BEGIN SUPPLIED DATA

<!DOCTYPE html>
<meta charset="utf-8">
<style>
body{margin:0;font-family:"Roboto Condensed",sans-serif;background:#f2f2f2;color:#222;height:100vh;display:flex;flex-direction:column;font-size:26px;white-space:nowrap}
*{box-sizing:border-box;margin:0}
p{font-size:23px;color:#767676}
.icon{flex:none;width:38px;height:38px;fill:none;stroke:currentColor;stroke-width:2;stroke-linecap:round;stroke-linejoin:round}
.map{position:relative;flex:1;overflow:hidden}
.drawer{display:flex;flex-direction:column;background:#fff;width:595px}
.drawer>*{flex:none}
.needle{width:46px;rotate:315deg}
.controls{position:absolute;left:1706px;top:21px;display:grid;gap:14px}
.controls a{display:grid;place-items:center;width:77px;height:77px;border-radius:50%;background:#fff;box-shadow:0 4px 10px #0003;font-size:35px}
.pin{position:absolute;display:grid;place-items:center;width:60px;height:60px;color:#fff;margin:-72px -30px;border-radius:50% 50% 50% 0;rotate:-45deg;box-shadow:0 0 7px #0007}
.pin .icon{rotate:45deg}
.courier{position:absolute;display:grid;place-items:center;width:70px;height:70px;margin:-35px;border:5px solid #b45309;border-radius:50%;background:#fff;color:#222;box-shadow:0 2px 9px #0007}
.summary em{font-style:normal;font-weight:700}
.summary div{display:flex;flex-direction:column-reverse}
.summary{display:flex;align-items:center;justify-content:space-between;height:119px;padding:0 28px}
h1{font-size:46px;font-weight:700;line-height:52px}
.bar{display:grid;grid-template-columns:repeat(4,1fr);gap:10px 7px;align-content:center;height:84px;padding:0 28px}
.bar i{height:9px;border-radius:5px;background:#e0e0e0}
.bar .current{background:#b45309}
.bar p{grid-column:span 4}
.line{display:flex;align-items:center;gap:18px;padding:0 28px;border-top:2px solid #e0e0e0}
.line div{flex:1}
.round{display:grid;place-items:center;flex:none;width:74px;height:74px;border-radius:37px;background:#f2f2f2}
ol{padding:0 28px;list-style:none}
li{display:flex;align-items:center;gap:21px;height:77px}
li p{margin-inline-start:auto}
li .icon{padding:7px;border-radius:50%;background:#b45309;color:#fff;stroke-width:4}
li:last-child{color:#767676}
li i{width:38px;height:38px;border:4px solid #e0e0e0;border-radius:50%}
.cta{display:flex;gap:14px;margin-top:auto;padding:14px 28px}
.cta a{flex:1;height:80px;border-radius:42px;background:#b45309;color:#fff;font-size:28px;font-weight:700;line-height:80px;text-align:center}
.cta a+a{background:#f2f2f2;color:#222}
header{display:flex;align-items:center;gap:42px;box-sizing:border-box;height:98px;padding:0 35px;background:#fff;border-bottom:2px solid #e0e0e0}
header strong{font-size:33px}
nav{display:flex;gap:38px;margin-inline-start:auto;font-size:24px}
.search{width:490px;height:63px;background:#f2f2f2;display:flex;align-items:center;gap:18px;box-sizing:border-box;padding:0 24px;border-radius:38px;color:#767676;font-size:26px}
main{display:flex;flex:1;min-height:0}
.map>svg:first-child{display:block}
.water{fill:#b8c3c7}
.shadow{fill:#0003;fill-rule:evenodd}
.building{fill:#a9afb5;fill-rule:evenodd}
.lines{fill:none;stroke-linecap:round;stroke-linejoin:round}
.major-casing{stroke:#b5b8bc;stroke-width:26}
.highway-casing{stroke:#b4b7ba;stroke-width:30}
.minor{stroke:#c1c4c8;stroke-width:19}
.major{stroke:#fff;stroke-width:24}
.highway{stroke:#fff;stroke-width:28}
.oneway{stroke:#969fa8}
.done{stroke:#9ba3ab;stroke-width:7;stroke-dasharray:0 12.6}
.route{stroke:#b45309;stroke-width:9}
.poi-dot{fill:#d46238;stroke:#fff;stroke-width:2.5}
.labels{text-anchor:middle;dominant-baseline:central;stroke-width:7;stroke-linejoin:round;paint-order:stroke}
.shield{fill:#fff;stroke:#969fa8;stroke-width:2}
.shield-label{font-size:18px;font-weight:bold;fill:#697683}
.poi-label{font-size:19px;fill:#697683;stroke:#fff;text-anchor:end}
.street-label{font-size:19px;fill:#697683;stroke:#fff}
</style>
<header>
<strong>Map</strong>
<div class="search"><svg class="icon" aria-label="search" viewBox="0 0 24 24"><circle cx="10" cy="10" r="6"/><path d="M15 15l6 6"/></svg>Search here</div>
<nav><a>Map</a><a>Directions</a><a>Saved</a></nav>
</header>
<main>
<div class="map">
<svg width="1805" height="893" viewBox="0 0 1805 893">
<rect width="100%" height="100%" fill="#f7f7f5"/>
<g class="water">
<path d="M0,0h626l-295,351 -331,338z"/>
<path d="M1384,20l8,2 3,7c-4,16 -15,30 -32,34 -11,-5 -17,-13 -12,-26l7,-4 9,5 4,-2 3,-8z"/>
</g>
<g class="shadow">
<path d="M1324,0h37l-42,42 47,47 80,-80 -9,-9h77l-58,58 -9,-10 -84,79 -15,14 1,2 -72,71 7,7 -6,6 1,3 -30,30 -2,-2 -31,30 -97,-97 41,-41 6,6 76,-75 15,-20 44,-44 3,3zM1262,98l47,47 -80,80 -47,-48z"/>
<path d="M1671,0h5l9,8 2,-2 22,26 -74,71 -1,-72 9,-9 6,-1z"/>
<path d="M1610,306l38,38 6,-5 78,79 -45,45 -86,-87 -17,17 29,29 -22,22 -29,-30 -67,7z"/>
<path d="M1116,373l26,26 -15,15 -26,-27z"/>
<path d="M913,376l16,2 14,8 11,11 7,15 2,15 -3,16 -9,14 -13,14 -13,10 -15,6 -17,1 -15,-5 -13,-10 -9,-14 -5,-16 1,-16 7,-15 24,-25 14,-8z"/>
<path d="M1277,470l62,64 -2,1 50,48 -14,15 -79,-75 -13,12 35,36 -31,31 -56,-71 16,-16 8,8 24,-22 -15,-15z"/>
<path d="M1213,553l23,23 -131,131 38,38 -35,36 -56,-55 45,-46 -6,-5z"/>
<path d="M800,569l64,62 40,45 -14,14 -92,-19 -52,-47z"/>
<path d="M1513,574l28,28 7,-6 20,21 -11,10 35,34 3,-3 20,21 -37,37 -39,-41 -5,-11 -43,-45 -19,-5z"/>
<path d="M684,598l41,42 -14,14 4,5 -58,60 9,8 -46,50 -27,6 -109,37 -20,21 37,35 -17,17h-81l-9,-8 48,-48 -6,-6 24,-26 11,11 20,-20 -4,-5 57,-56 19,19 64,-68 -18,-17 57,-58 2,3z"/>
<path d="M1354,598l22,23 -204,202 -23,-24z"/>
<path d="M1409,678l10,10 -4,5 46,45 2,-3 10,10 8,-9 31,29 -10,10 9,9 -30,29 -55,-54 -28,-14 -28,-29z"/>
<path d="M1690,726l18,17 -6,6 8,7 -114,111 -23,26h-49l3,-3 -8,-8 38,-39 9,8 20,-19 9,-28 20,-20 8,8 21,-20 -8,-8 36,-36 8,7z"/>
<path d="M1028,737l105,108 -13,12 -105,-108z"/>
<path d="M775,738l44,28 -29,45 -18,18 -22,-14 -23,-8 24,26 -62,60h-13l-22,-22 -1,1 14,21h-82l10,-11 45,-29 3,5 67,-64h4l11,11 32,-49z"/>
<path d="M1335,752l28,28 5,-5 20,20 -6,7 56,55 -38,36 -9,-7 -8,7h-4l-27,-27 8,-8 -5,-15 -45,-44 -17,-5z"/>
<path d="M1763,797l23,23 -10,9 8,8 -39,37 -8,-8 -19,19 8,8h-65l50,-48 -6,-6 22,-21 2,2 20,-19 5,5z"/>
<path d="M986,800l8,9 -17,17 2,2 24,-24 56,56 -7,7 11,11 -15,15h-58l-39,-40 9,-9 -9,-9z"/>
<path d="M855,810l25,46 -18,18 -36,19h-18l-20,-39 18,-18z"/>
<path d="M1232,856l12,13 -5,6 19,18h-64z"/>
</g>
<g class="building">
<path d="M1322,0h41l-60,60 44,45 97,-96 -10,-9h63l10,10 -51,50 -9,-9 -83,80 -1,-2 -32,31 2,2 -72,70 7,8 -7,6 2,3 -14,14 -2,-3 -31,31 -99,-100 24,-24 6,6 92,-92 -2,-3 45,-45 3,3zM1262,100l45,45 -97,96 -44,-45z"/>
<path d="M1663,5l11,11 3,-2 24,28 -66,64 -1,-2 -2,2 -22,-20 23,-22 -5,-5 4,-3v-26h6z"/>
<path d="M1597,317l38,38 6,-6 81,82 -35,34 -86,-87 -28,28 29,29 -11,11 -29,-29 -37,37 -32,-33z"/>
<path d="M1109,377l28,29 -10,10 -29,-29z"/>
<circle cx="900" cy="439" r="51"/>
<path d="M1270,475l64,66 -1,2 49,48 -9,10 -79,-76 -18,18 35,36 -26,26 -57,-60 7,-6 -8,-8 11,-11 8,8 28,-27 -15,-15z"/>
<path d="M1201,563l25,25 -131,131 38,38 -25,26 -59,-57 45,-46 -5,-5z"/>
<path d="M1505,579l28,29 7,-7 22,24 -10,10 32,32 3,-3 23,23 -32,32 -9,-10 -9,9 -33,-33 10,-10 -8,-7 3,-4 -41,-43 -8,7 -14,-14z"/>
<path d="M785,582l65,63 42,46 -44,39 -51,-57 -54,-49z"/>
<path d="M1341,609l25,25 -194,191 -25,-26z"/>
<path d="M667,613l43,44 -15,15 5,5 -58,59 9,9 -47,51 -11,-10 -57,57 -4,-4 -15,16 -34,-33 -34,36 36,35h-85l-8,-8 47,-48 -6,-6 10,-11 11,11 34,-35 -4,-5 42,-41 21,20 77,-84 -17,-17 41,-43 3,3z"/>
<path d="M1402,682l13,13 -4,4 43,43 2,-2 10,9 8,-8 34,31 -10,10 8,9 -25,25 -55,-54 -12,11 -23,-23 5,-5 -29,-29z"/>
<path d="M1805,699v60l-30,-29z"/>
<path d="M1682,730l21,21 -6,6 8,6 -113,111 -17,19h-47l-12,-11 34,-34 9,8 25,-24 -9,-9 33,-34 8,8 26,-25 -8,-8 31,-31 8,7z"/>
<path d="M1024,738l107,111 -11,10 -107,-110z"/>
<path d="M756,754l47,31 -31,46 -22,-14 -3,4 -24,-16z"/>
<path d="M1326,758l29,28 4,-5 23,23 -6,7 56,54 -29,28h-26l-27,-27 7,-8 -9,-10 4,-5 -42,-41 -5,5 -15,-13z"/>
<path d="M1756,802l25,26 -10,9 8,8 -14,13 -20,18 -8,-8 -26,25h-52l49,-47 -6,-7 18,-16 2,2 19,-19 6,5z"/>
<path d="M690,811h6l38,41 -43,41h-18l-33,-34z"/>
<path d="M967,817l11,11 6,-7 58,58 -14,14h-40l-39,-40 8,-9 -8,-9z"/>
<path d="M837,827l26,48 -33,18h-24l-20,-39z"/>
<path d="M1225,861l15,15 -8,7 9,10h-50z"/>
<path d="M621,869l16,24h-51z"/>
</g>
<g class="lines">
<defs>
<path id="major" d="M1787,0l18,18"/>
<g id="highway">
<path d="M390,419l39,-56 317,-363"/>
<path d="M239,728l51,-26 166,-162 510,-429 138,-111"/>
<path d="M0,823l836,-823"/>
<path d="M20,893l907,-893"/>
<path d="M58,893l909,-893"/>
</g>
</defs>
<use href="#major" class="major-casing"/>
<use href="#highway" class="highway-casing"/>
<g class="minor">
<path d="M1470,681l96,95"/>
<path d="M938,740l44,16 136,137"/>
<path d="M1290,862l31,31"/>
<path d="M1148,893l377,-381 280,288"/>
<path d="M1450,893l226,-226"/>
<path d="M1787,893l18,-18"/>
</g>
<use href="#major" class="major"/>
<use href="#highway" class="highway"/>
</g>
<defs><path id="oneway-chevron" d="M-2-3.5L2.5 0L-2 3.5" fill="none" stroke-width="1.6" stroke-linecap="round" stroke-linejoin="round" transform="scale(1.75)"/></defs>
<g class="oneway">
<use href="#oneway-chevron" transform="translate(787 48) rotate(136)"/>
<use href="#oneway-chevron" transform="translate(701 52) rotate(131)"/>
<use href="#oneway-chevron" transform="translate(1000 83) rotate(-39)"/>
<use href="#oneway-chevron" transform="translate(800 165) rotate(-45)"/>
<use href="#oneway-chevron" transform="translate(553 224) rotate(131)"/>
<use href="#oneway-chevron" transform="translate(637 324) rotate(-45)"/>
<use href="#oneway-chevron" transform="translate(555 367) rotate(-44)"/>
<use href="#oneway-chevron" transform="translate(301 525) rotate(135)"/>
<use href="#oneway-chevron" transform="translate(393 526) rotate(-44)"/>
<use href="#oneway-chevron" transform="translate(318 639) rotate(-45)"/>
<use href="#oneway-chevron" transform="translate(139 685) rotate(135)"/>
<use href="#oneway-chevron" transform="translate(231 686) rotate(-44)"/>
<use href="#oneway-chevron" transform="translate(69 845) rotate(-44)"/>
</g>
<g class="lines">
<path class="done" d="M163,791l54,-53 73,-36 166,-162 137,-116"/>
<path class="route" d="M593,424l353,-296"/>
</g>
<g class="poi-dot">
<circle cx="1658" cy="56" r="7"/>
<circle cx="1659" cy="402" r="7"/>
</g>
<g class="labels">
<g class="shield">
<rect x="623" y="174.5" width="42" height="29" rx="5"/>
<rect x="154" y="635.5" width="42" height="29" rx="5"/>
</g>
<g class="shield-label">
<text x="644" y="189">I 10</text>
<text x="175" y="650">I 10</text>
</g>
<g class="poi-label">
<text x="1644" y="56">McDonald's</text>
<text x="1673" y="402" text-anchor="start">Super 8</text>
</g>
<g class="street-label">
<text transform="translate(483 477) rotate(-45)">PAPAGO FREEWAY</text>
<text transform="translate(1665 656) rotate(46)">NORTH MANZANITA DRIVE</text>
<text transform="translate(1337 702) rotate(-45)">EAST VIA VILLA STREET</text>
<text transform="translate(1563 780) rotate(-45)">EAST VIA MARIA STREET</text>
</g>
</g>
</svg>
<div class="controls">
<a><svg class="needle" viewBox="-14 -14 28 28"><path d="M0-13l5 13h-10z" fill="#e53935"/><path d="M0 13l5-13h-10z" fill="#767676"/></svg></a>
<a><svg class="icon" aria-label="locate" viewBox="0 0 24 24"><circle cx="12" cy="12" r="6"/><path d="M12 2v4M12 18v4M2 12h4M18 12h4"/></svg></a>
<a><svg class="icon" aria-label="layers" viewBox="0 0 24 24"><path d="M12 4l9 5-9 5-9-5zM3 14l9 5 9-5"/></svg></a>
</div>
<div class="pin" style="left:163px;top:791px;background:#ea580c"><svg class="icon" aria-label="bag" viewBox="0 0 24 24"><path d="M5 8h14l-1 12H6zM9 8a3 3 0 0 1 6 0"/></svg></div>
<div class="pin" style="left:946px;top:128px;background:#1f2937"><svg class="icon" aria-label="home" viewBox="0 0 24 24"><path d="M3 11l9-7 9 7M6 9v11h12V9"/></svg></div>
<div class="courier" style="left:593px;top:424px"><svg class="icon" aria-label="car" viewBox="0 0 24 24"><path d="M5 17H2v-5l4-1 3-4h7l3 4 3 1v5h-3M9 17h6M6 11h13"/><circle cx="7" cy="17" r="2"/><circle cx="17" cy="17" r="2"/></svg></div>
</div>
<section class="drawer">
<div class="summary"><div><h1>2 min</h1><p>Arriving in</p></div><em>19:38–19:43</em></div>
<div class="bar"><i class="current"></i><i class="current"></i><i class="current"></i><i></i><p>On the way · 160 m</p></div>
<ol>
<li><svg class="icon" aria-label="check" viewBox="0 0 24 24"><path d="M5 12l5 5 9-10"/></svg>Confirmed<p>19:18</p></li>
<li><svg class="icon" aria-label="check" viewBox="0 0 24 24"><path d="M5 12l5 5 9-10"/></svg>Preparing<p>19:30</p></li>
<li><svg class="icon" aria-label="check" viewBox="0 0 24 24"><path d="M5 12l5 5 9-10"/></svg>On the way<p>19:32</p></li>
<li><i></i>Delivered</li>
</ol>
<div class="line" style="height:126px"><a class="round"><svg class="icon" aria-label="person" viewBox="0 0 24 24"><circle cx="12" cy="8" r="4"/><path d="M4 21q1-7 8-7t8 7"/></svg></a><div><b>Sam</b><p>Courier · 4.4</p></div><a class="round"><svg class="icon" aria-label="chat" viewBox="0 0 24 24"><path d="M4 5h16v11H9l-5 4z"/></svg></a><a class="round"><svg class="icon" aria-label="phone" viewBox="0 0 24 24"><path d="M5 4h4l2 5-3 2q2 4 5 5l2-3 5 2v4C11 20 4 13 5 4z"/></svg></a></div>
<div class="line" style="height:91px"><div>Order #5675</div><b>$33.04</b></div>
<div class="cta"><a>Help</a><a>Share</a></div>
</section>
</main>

END SUPPLIED DATA
BEGIN SUPPLIED DATA

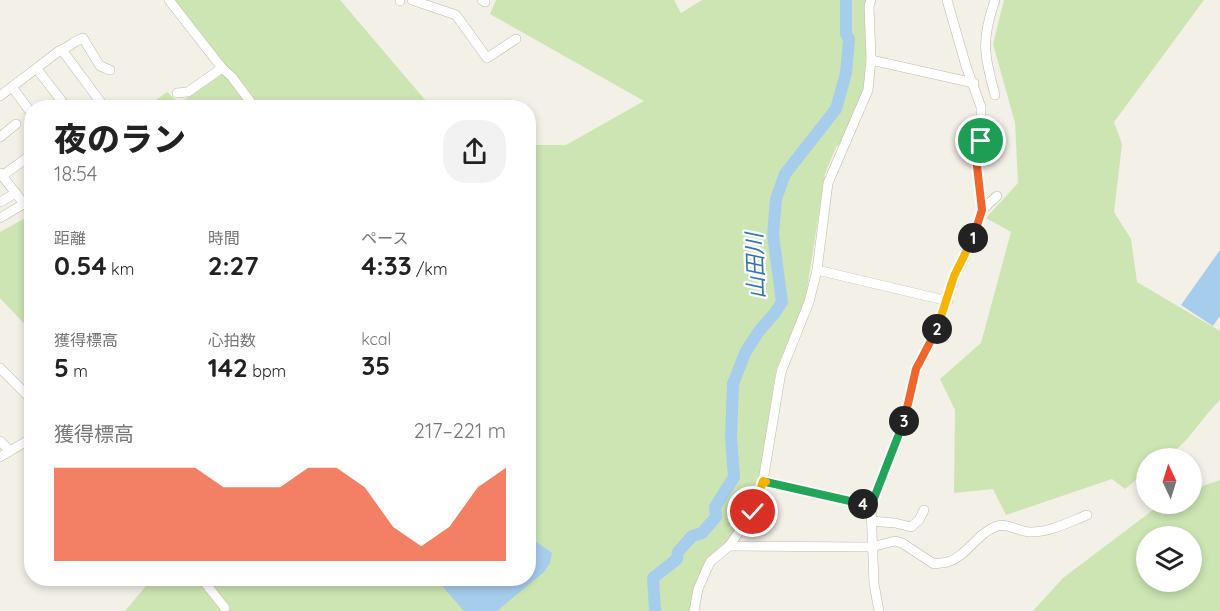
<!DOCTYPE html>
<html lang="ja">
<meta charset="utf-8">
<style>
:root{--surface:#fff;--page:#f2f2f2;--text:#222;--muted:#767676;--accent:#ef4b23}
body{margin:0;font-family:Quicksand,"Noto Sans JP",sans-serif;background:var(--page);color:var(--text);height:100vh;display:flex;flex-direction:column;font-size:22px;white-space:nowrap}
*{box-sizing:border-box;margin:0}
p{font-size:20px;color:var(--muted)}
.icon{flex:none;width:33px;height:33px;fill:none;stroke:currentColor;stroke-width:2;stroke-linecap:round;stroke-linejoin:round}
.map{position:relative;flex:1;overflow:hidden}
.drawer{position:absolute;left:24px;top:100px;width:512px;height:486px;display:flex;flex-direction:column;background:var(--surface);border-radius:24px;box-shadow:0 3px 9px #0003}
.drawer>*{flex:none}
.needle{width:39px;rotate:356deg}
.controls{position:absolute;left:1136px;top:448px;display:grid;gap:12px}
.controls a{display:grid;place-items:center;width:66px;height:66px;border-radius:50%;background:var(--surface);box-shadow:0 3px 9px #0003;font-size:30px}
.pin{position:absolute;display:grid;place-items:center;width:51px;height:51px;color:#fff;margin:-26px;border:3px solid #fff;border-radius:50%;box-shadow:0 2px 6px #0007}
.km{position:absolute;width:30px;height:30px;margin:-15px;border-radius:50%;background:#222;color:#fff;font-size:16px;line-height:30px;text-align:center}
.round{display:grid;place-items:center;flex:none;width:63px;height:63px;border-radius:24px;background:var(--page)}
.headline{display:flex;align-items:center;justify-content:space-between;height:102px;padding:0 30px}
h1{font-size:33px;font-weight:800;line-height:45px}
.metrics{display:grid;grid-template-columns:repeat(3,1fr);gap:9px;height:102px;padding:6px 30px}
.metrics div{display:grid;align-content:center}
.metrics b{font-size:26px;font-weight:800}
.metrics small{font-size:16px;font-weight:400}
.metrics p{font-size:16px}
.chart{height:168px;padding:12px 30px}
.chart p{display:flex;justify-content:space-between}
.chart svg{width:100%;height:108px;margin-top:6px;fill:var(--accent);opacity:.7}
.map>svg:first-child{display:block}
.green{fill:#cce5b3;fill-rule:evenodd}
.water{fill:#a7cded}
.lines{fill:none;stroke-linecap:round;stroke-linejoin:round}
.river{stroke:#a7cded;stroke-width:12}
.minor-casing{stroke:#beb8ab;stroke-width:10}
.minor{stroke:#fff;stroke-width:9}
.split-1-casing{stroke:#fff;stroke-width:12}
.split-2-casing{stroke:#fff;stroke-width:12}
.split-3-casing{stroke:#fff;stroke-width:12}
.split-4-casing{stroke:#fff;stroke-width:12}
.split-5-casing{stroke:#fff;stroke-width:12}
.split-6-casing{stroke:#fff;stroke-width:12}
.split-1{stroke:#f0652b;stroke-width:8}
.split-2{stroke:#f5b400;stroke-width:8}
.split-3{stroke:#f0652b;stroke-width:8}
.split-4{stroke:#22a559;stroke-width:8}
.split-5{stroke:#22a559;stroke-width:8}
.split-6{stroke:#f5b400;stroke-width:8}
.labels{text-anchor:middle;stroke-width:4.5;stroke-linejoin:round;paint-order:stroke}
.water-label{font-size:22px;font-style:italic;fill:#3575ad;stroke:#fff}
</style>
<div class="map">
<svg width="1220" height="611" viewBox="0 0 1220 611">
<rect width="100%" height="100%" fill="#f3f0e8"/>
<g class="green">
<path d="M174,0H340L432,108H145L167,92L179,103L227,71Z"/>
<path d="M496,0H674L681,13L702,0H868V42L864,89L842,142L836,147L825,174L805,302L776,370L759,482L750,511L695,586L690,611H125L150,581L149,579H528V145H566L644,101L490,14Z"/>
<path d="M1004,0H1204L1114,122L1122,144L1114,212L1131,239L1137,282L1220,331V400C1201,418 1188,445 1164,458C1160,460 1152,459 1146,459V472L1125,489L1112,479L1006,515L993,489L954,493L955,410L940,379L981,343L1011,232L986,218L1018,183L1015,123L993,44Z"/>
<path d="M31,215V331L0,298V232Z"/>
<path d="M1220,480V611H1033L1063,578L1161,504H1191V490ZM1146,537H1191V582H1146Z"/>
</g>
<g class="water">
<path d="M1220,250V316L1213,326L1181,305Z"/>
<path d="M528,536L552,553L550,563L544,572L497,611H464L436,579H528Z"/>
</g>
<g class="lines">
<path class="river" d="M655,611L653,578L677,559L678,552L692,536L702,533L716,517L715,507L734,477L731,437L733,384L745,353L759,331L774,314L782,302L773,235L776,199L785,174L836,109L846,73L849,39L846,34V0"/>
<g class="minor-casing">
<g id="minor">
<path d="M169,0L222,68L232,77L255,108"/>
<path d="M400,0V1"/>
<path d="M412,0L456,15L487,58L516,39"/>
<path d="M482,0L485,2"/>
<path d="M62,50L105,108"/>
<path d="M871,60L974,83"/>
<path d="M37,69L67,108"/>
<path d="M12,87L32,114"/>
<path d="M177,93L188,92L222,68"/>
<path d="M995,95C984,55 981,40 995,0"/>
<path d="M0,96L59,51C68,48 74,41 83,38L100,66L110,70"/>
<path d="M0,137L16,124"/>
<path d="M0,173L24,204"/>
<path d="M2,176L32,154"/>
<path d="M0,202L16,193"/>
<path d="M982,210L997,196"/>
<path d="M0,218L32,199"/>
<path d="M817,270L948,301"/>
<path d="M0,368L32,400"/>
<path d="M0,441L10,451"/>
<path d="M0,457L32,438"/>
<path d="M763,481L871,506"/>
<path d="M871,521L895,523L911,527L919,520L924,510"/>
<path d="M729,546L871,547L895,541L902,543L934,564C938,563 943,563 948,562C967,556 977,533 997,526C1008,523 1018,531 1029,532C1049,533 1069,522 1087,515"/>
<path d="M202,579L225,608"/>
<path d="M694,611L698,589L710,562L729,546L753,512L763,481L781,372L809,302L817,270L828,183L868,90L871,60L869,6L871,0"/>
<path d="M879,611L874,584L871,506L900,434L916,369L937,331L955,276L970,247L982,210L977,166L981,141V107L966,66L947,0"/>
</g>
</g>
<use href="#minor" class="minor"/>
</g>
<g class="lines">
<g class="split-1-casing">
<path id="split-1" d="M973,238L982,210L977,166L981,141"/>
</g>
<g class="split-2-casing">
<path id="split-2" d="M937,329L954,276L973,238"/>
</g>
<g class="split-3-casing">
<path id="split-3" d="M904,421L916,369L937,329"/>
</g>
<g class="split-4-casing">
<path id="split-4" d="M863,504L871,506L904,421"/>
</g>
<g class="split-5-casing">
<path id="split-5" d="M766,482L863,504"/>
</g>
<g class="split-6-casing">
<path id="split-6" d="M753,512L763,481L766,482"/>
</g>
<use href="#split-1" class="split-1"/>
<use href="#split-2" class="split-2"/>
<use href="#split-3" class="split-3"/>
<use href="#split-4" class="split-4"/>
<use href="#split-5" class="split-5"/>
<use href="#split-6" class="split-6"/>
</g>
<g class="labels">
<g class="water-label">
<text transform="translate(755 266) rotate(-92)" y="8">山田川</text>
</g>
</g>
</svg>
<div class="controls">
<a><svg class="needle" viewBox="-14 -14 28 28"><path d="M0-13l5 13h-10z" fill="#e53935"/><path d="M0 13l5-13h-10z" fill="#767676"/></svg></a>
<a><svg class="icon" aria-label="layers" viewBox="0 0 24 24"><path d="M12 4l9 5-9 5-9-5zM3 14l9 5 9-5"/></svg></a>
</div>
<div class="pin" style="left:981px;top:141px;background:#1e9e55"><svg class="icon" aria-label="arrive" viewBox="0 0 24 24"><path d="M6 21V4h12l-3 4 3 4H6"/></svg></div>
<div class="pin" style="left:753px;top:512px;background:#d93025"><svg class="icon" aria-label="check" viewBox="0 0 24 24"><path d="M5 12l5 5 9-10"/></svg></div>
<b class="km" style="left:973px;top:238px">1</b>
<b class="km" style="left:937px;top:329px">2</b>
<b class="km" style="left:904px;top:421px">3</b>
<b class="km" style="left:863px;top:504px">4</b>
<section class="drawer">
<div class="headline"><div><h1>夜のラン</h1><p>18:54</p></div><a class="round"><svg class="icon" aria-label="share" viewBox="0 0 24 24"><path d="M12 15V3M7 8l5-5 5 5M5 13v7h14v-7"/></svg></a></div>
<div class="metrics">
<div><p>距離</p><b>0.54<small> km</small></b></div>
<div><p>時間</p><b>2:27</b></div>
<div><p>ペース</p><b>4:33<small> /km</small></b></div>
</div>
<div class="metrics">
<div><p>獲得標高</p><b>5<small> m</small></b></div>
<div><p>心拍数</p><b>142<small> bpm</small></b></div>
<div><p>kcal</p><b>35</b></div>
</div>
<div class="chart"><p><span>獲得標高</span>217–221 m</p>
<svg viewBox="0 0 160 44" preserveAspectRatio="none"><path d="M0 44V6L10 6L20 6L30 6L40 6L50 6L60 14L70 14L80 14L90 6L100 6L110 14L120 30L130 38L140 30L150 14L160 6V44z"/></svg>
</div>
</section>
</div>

END SUPPLIED DATA

## PROBLEM TO WORK ON:
The lines to copy are those in the records above containing the word "獲得標高".

## ANSWER SPACE:
<div><p>獲得標高</p><b>5<small> m</small></b></div>
<div class="chart"><p><span>獲得標高</span>217–221 m</p>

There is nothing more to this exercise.